## INPUT DATA:

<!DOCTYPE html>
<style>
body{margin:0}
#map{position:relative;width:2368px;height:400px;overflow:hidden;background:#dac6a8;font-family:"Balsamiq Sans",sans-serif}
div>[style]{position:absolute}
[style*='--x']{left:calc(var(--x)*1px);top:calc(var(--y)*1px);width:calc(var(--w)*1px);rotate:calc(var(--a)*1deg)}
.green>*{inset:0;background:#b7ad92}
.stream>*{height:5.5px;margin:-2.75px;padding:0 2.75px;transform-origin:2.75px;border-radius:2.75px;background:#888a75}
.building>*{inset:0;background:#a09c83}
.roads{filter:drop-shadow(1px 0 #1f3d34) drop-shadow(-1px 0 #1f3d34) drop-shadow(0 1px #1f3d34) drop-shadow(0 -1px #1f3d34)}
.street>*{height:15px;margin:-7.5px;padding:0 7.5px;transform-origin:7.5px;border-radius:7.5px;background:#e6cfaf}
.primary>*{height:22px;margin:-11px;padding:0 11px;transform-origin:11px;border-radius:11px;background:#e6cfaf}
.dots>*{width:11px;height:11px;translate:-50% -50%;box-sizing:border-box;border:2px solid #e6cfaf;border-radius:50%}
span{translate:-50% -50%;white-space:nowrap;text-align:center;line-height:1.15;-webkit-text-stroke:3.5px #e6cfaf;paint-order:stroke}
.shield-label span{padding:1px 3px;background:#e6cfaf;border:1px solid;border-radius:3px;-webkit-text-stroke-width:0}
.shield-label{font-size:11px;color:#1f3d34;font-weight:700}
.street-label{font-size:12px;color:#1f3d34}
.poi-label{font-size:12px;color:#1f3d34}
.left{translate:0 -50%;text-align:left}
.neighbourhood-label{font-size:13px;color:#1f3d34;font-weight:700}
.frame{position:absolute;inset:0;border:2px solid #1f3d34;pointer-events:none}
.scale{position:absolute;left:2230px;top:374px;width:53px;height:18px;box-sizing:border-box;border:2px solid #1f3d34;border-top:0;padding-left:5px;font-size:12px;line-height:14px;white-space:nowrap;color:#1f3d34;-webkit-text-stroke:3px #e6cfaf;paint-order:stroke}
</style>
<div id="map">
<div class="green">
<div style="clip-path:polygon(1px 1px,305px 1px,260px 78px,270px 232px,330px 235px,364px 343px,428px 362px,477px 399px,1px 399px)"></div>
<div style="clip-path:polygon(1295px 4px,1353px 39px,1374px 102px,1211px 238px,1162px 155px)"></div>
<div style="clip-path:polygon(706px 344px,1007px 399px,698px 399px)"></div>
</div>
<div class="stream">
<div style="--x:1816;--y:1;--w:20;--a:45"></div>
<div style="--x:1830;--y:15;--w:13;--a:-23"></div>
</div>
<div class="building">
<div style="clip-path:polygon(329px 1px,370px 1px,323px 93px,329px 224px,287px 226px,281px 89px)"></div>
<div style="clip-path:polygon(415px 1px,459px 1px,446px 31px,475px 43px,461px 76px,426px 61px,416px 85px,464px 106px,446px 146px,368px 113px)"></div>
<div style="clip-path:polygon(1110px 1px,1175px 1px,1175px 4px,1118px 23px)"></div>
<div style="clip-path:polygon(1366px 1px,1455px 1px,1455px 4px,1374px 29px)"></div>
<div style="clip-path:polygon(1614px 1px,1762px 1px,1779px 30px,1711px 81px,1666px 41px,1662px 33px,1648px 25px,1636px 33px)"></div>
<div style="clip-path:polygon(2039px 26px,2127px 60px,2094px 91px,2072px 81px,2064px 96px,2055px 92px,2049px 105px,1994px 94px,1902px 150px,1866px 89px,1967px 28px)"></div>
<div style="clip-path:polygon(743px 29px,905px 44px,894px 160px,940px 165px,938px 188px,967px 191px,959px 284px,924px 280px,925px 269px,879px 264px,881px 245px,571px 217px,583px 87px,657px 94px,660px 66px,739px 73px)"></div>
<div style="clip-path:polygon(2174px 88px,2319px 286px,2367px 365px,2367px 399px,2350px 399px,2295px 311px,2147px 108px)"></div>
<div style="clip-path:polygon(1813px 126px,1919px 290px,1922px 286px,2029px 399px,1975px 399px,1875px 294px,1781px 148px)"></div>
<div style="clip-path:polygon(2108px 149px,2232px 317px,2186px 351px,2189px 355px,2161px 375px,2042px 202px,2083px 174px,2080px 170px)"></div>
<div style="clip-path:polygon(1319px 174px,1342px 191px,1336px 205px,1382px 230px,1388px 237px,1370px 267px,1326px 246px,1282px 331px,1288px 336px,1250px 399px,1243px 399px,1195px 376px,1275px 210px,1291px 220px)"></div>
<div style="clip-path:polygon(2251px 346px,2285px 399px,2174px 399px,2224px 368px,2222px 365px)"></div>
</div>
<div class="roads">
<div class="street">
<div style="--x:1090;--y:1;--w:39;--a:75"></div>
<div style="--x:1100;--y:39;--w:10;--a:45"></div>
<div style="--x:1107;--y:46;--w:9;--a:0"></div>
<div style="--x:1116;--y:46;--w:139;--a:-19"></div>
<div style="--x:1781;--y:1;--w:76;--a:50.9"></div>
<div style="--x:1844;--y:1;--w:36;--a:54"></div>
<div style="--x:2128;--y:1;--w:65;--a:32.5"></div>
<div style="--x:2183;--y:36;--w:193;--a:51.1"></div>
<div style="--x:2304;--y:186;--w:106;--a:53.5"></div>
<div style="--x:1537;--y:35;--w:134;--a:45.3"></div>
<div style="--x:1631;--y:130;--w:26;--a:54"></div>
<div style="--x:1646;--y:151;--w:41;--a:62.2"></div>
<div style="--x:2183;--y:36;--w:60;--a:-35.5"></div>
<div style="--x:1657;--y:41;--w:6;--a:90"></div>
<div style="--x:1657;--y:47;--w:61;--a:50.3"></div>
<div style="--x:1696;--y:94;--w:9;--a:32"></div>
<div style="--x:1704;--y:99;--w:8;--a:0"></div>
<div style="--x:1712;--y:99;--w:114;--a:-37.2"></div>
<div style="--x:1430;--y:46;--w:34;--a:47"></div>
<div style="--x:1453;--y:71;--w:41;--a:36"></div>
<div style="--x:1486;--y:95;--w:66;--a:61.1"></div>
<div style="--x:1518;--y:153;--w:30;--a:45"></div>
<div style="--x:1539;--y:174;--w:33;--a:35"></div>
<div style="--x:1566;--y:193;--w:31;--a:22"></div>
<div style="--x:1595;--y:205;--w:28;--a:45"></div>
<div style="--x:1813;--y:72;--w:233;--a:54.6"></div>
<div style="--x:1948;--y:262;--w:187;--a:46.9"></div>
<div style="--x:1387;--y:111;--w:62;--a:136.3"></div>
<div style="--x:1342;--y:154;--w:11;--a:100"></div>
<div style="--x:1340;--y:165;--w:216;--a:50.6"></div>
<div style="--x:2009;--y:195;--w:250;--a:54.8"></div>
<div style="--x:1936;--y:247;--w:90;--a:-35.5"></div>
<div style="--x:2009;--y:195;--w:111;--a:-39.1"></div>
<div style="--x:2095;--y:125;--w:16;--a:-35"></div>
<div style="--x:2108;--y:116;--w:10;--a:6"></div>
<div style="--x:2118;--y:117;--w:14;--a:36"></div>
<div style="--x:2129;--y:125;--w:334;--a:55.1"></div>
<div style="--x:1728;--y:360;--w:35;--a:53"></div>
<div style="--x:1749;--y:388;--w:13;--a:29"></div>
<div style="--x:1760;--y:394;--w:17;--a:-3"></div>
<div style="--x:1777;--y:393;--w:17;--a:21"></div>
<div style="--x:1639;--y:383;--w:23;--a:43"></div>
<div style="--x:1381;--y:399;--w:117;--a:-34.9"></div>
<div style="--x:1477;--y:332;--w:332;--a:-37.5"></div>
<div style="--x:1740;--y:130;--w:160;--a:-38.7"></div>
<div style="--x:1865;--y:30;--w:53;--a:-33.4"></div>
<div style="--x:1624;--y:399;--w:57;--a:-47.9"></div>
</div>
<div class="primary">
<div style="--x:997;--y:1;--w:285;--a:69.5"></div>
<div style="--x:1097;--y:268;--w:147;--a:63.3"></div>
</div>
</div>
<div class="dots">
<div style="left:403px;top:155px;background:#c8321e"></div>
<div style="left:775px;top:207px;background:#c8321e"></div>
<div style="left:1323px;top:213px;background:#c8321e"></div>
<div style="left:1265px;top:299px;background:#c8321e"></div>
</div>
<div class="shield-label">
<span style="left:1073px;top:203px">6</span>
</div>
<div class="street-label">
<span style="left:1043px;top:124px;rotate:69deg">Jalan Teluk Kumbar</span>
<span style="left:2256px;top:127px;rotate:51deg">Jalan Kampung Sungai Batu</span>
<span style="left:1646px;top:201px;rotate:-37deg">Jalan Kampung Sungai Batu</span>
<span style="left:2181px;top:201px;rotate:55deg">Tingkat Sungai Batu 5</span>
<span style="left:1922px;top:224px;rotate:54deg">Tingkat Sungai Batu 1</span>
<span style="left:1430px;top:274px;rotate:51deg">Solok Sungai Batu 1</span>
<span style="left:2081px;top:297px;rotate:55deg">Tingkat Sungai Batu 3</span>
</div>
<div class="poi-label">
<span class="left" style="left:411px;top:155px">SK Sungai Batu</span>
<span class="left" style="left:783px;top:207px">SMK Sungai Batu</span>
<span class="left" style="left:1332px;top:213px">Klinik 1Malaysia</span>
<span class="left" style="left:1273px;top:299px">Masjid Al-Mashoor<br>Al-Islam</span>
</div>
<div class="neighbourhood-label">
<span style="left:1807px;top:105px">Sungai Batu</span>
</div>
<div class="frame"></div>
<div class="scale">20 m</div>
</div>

## EXERCISE AIM:
Please return every line from the first one in the records above down to the line containing "0 #1f3d34) drop-shadow(-1px", including both, exactly as written and nothing more.

## RESPONSE FOR THIS EXERCISE:
<!DOCTYPE html>
<style>
body{margin:0}
#map{position:relative;width:2368px;height:400px;overflow:hidden;background:#dac6a8;font-family:"Balsamiq Sans",sans-serif}
div>[style]{position:absolute}
[style*='--x']{left:calc(var(--x)*1px);top:calc(var(--y)*1px);width:calc(var(--w)*1px);rotate:calc(var(--a)*1deg)}
.green>*{inset:0;background:#b7ad92}
.stream>*{height:5.5px;margin:-2.75px;padding:0 2.75px;transform-origin:2.75px;border-radius:2.75px;background:#888a75}
.building>*{inset:0;background:#a09c83}
.roads{filter:drop-shadow(1px 0 #1f3d34) drop-shadow(-1px 0 #1f3d34) drop-shadow(0 1px #1f3d34) drop-shadow(0 -1px #1f3d34)}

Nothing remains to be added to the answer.